Our team aimed to index individual parishes in as detailed a way as possible. This type of indexation is to allow access to information without having to reach for the originals, which due to their technical condition and uniqueness are not shared with a wide range. It also allows people who do not have the right skills to read and compare a lot of data in privacy, on a home computer, without traveling to individual archives, formalities and bureaucracy when scrolling through many books and yearbooks. Our data, in addition to the reference to the source, contain a complete set of recorded information: act number, date of preparation, date and time of the event, entity (children, young, parents, witnesses, applicants, godparents, assists, relatives, close relatives) names, age, place of origin (parish) and residence, occupation, function, circumstances and many other data, if provided and could be read. They allow almost unambiguously to identify people, almost in a nutshell reminiscent of a copy of the act.
In quick indexation from annual registers you can see a lot of errors of the writer. These records are not a primary record, but a secondary one, as is probably the entry itself, which was rewritten from a piece of paper or drafts. Especially if we have one, and it usually happens to be a duplicate of a book, not an original. Often, searching by annual registers can lead astray. Of the basic errors of the writer that are noticeable during the initial verification of the content with the annual register are:
- omitted, skipped numbering of the record
- name of the baptized completely changed
- frequent change the sex of the child (Kazimierz-Kazimiera, etc.)
- distorted, differently written in the index, differently in the wording of the same name, surname, inconsistent with the tradition appearing for years in previous and subsequent entries.

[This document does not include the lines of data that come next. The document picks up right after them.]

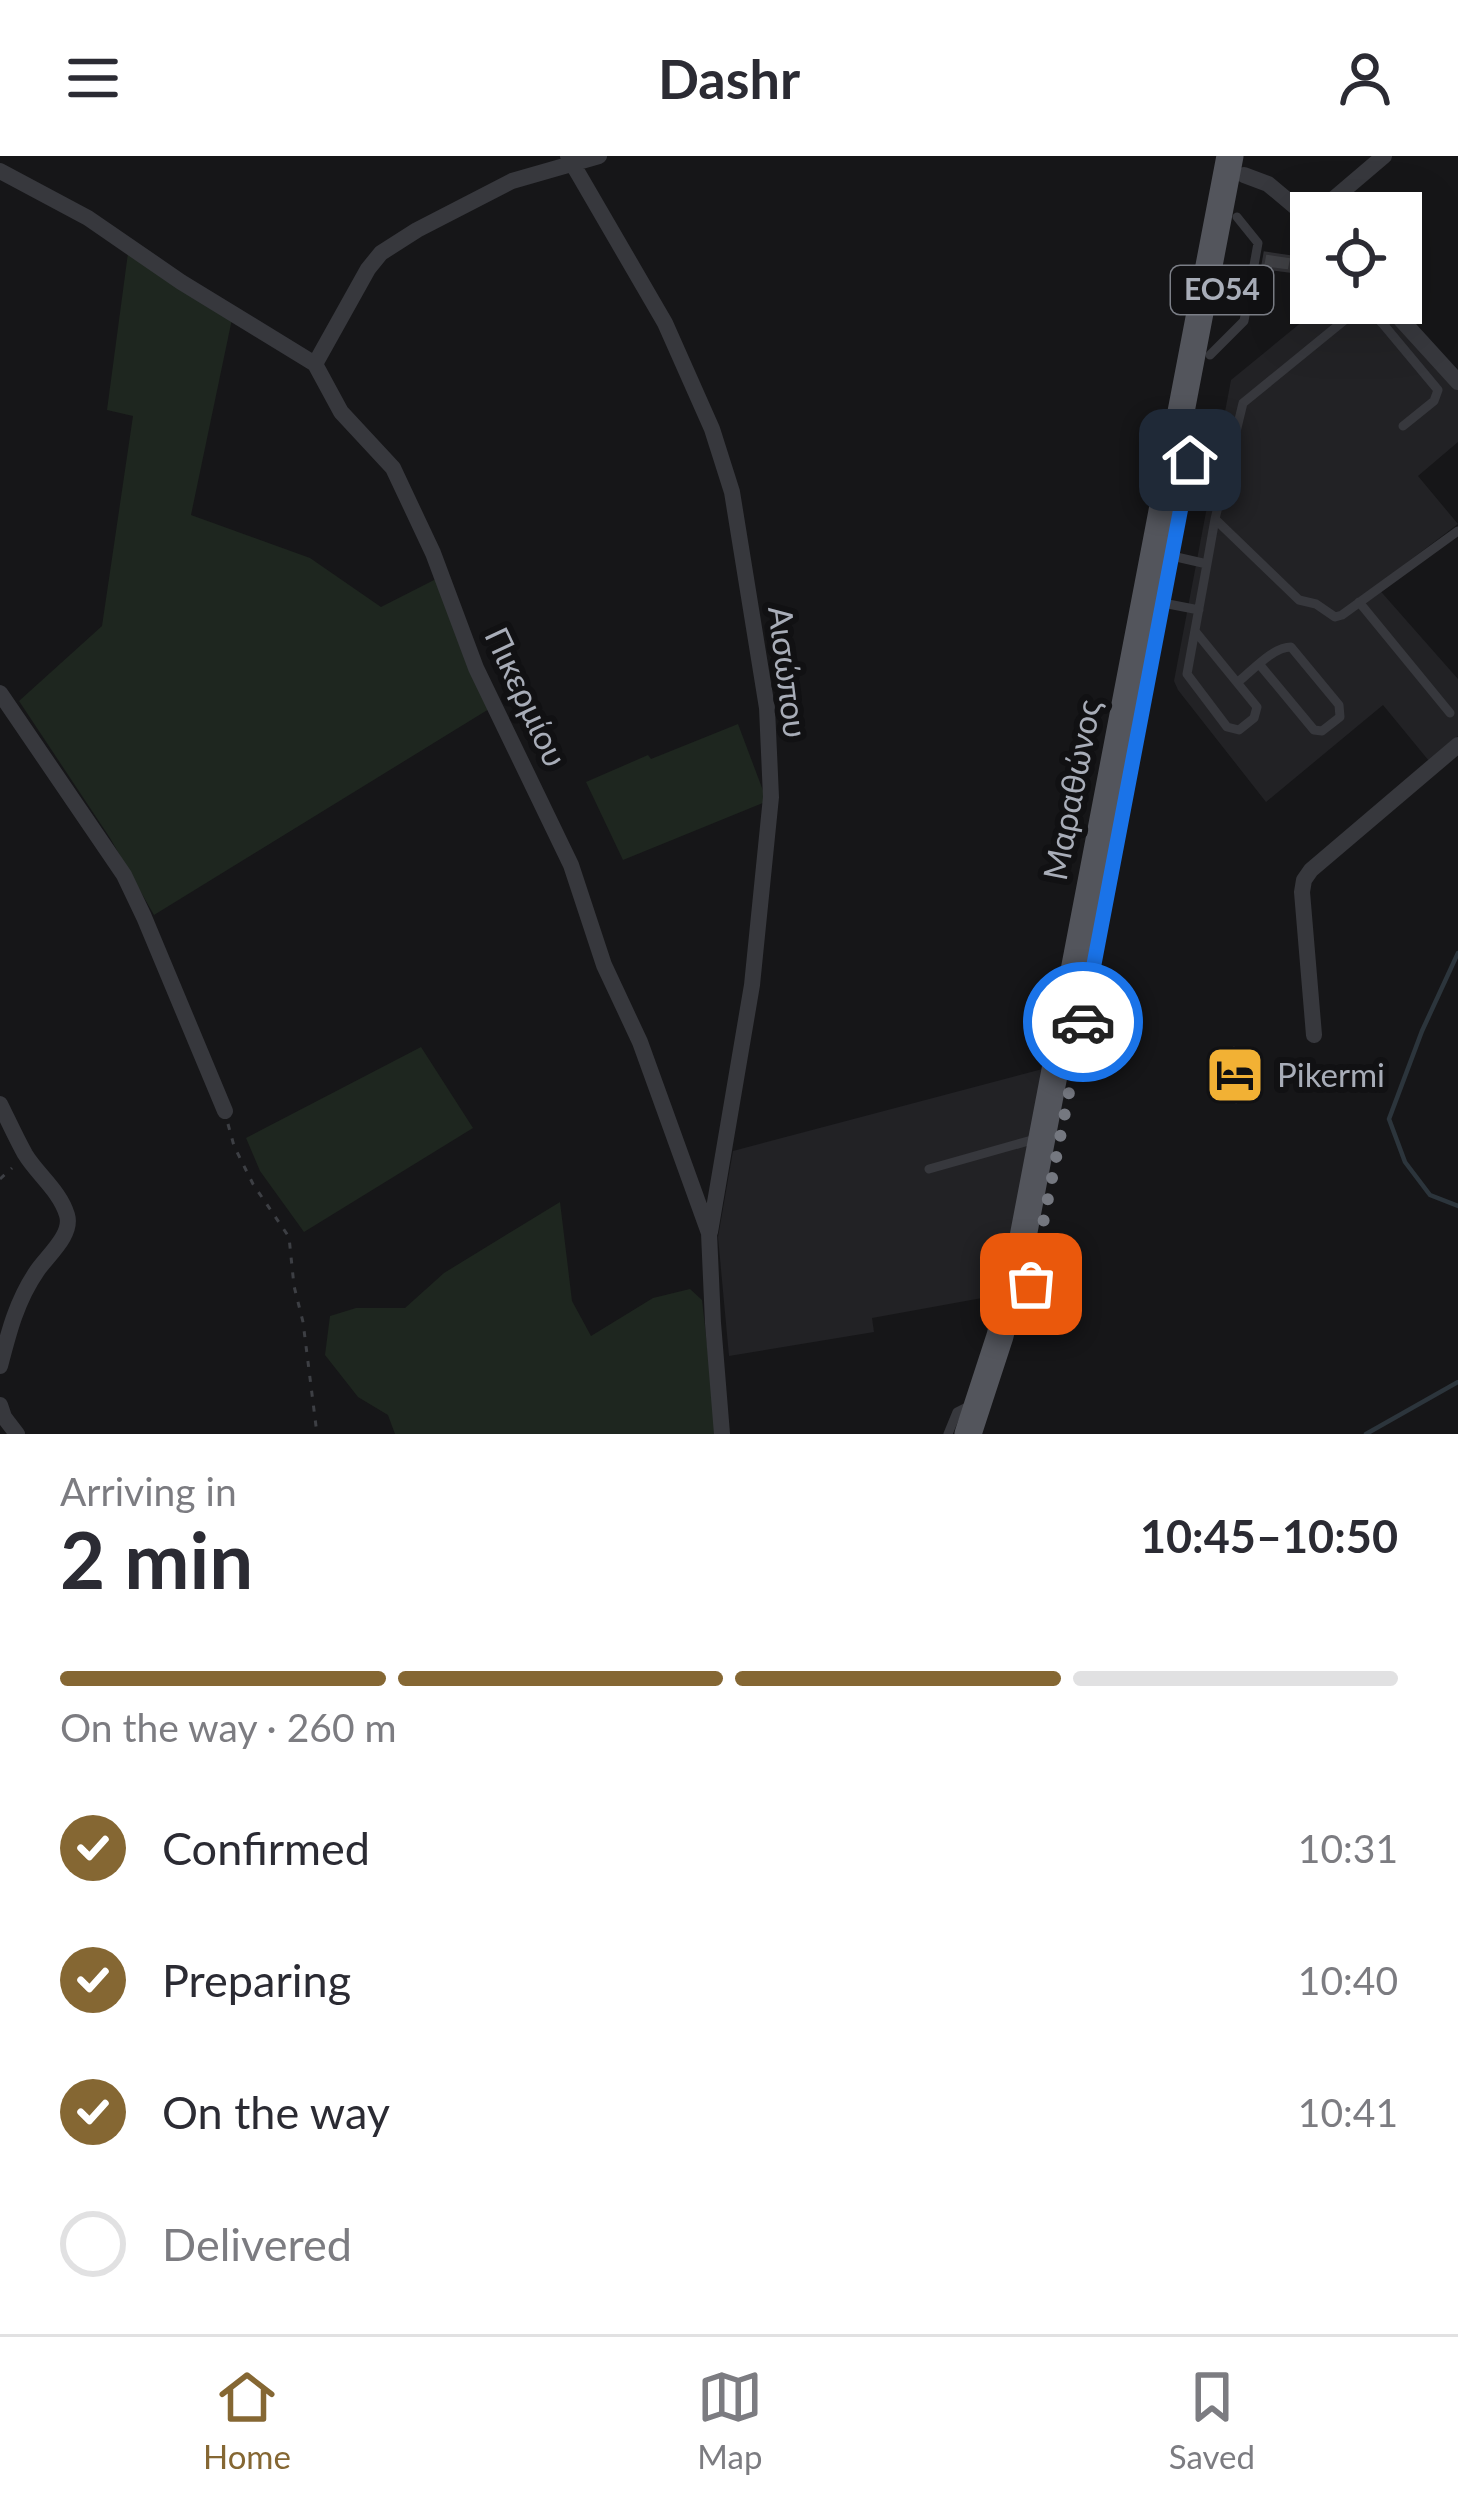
<!DOCTYPE html>
<meta charset="utf-8">
<style>
body{margin:0;font-family:Lato,sans-serif;background:#f7f7f7;color:#2b2b33;height:100vh;display:flex;flex-direction:column;font-size:45px;white-space:nowrap}
*{box-sizing:border-box;margin:0}
p{font-size:39px;color:#7c7c81}
.icon{flex:none;width:66px;height:66px;fill:none;stroke:currentColor;stroke-width:2;stroke-linecap:round;stroke-linejoin:round}
.map{position:relative;height:1278px;overflow:hidden}
.drawer{display:flex;flex-direction:column;background:#fff;flex:1}
.drawer>*{flex:none}
.fabs{position:absolute;left:1290px;top:36px;display:grid;gap:24px}
.fabs a{display:grid;place-items:center;width:132px;height:132px;border-radius:0px;background:#fff;box-shadow:0 12px 48px #0002;font-size:60px}
.pin{position:absolute;display:grid;place-items:center;width:102px;height:102px;color:#fff;margin:-51px;border-radius:24px;box-shadow:0 6px 18px #0006}
.courier{position:absolute;display:grid;place-items:center;width:120px;height:120px;margin:-60px;border:9px solid #1a73e8;border-radius:50%;background:#fff;color:#222;box-shadow:0 3px 15px #0007}
.head em{font-style:normal;font-weight:700}
.head div{display:flex;flex-direction:column-reverse}
.head{display:flex;align-items:center;justify-content:space-between;height:204px;padding:0 60px}
h1{font-size:78px;font-weight:700;line-height:90px}
.bar{display:grid;grid-template-columns:repeat(4,1fr);gap:18px 12px;align-content:center;height:144px;padding:0 60px}
.bar i{height:15px;border-radius:9px;background:#e1e1e2}
.bar .on{background:#856733}
.bar p{grid-column:span 4}
ol{padding:0 60px;list-style:none}
li{display:flex;align-items:center;gap:36px;height:132px}
li p{margin-inline-start:auto}
li .icon{padding:12px;border-radius:50%;background:#856733;color:#fff;stroke-width:4}
li:last-child{color:#7c7c81}
li i{width:66px;height:66px;border:6px solid #e1e1e2;border-radius:50%}
header{display:flex;justify-content:space-between;align-items:center;height:156px;padding:0 60px;background:#fff;font-size:54px;font-weight:700}
.tabs{display:flex;justify-content:space-around;align-items:center;height:168px;border-top:3px solid #e1e1e2;background:#fff;font-size:33px;color:#7c7c81}
.tabs a{display:grid;justify-items:center;gap:6px}
.tabs .on{color:#856733}
.map>svg:first-child{display:block}
.built{fill:#222225}
.green{fill:#1e261f}
.lines{fill:none;stroke-linecap:round;stroke-linejoin:round}
.stream{stroke:#2c353c;stroke-width:4.5}
.building{fill:#404145;stroke:#303034;stroke-width:3}
.path{stroke:#3d3f44;stroke-width:3;stroke-dasharray:6 9;stroke-linecap:butt}
.lane{stroke:#37383d;stroke-width:9}
.street{stroke:#37383d;stroke-width:16}
.primary{stroke:#53555c;stroke-width:27}
.done{stroke:#757880;stroke-width:12;stroke-dasharray:0 21.6}
.route{stroke:#1a73e8;stroke-width:15}
.labels{text-anchor:middle;stroke-width:12;stroke-linejoin:round;paint-order:stroke}
.shield{fill:#111113;stroke:#7b7e86;stroke-width:3}
.shield-label{font-size:30px;font-weight:bold;fill:#a8adb8}
.street-label{font-size:33px;fill:#a8adb8;stroke:#111113}
.poi-label{font-size:33px;fill:#a8adb8;stroke:#111113;text-anchor:start}
</style>
<header><svg class="icon" aria-label="menu" viewBox="0 0 24 24"><path d="M4 6h16M4 12h16M4 18h16"/></svg>Dashr<svg class="icon" aria-label="person" viewBox="0 0 24 24"><circle cx="12" cy="8" r="4"/><path d="M4 21q1-7 8-7t8 7"/></svg></header>
<div class="map">
<svg width="1458" height="1278" viewBox="0 0 1458 1278">
<rect width="100%" height="100%" fill="#161618"/>
<path class="built" d="M1325 147H1382L1458 232V286L1418 320 1458 368 1376 430 1458 523V580L1429 605 1383 549 1266 646 1178 534 1174 525 1231 224Z
M1050 911 1004 1138 872 1162 874 1176 729 1200 718 1081 733 995Z"/>
<path class="green" d="M128 97 232 163 191 359 310 402 381 451 436 423 489 553 154 759 110 682 19 545 102 470 133 260 107 254Z
M738 568 765 640V646L623 704 586 626 648 599 651 603Z
M421 891 473 972 304 1076 260 1015 246 982Z
M560 1046 572 1145 591 1180 653 1142 690 1133 702 1144 717 1278H395L388 1259 358 1241 325 1199 330 1160 356 1152H405L444 1117Z"/>
<g class="lines">
<path class="stream" d="M1458 797 1422 875 1389 963 1405 1006 1430 1039 1458 1050
M1366 1278 1458 1226"/>
</g>
<path class="building" d="M1265 97 1292 101 1289 115 1273 113 1267 150 1256 148Z
M1234 892 1261 913 1236 946 1209 925Z"/>
<g class="lines">
<path class="path" d="M228 968 234 990 253 1028 289 1081 294 1130 303 1166 317 1278
M0 1023 12 1012"/>
<path class="lane" d="M1396 158 1383 168 1368 153 1357 154 1243 247 1215 363 1299 444 1316 448 1335 461 1342 459 1458 375
M1383 168 1438 234 1434 245 1403 270
M1210 199 1244 165 1258 87 1237 61
M1183 340 1218 346
M1172 400 1207 408 1187 518 1227 571 1239 574 1254 562 1257 551 1195 475
M1207 408 1215 363
M1359 446 1450 557
M1163 447 1199 454
M1238 526C1253 514 1273 491 1291 491L1339 549 1340 561 1322 575 1314 574 1260 509
M929 1013 1039 982
M948 1278 957 1256 973 1248"/>
<path class="street" d="M568 0 665 167 712 273 732 336 767 552 771 641 752 829 710 1076
M0 15 88 62 181 126 315 208 341 256 393 312 433 397 476 512 571 709 604 809 640 886 709 1077 713 1167 722 1278
M1244 19 1268 28 1311 64
M1317 57 1384 0
M1386 147 1458 226
M315 208 368 113 381 97 417 74 512 25 599 0
M0 537 124 719 144 761 225 955
M1314 879 1302 736 1304 724 1311 714 1458 589
M0 948C8 964 16 982 25 998 37 1018 60 1035 67 1059 73 1079 47 1100 37 1115 17 1144 9 1175 0 1210
M0 1249 4 1261 17 1278"/>
<path class="primary" d="M968 1278 1000 1180 1023 1081 1230 0"/>
</g>
<g class="lines">
<path class="done" d="M1031 1128 1083 866"/>
<path class="route" d="M1083 866 1190 304"/>
</g>
<defs>
<g id="hotel-square" transform="scale(3)"><rect x="-9" y="-9" width="18" height="18" rx="4" fill="#f2b134" stroke="#111113"/><path d="M-6-4.5h1.5V1H6V5H4.5V3h-9V5H-6ZM-4 0a1.8 1.8 0 1 1 3.6 0ZM.5 0V-2.5h3Q6-2.5 6 0Z" fill="#111"/></g>
</defs>
<g fill-rule="evenodd">
<use href="#hotel-square" x="1235" y="919"/>
</g>
<g class="labels">
<rect class="shield" x="1171" y="110" width="102" height="48" rx="9"/>
<g class="shield-label">
<text x="1222" y="144">ΕΟ54</text>
</g>
<g class="street-label">
<text transform="translate(788 516) rotate(83)" y="12">Αισώπου</text>
<text transform="translate(526 541) rotate(65)" y="12">Πικερμίου</text>
<text transform="translate(1072 634) rotate(-79)" y="12">Μαραθώνος</text>
</g>
<g class="poi-label">
<text x="1277" y="931">Pikermi</text>
</g>
</g>
</svg>
<div class="fabs">
<a><svg class="icon" aria-label="locate" viewBox="0 0 24 24"><circle cx="12" cy="12" r="6"/><path d="M12 2v4M12 18v4M2 12h4M18 12h4"/></svg></a>
</div>
<div class="pin" style="left:1031px;top:1128px;background:#ea580c"><svg class="icon" aria-label="bag" viewBox="0 0 24 24"><path d="M5 8h14l-1 12H6zM9 8a3 3 0 0 1 6 0"/></svg></div>
<div class="pin" style="left:1190px;top:304px;background:#1f2937"><svg class="icon" aria-label="home" viewBox="0 0 24 24"><path d="M3 11l9-7 9 7M6 9v11h12V9"/></svg></div>
<div class="courier" style="left:1083px;top:866px"><svg class="icon" aria-label="car" viewBox="0 0 24 24"><path d="M5 17H2v-5l4-1 3-4h7l3 4 3 1v5h-3M9 17h6M6 11h13"/><circle cx="7" cy="17" r="2"/><circle cx="17" cy="17" r="2"/></svg></div>
</div>
<section class="drawer">
<div class="head"><div><h1>2 min</h1><p>Arriving in</p></div><em>10:45–10:50</em></div>
<div class="bar"><i class="on"></i><i class="on"></i><i class="on"></i><i></i><p>On the way · 260 m</p></div>
<ol>
<li><svg class="icon" aria-label="check" viewBox="0 0 24 24"><path d="M5 12l5 5 9-10"/></svg>Confirmed<p>10:31</p></li>
<li><svg class="icon" aria-label="check" viewBox="0 0 24 24"><path d="M5 12l5 5 9-10"/></svg>Preparing<p>10:40</p></li>
<li><svg class="icon" aria-label="check" viewBox="0 0 24 24"><path d="M5 12l5 5 9-10"/></svg>On the way<p>10:41</p></li>
<li><i></i>Delivered</li>
</ol>
</section>
<nav class="tabs">
<a class="on"><svg class="icon" aria-label="home" viewBox="0 0 24 24"><path d="M3 11l9-7 9 7M6 9v11h12V9"/></svg>Home</a>
<a><svg class="icon" aria-label="map" viewBox="0 0 24 24"><path d="M3 6l6-2 6 2 6-2v14l-6 2-6-2-6 2zM9 4v14M15 6v14"/></svg>Map</a>
<a><svg class="icon" aria-label="saved" viewBox="0 0 24 24"><path d="M7 4h10v16l-5-4-5 4z"/></svg>Saved</a>
</nav>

The record is created in a unified form and layout for individual types of birth books (baptisms), deaths, marriages (marriage banns). With detailed analysis and proper placement in history, place, on the basis of such data it is possible to tell someone who the teacher taught their ancestor whether he was able to sign and with whom the family was in close relations, where the ancestor shoed a horse that the priest would marry them, why they chose such a name for the child and many, many others.
Indexes of this type are also excellent source material for historians and regionalists. They allow us to trace the development of individual villages and towns, the livelihood of their inhabitants, and the evolution of habits. Careful statistical analysis of the result files allows to identify the impact of various historical events (epidemics, army marches, etc.) on the local population.
This type of indexing is tedious, but the end result is fantastic. Just look at the indexes that came out under the sign of JZI. In addition, we make all our work publicly available through our Geneo search engine. We work together, share information and relieve each other if necessary. We are having a great time. It is fantastic!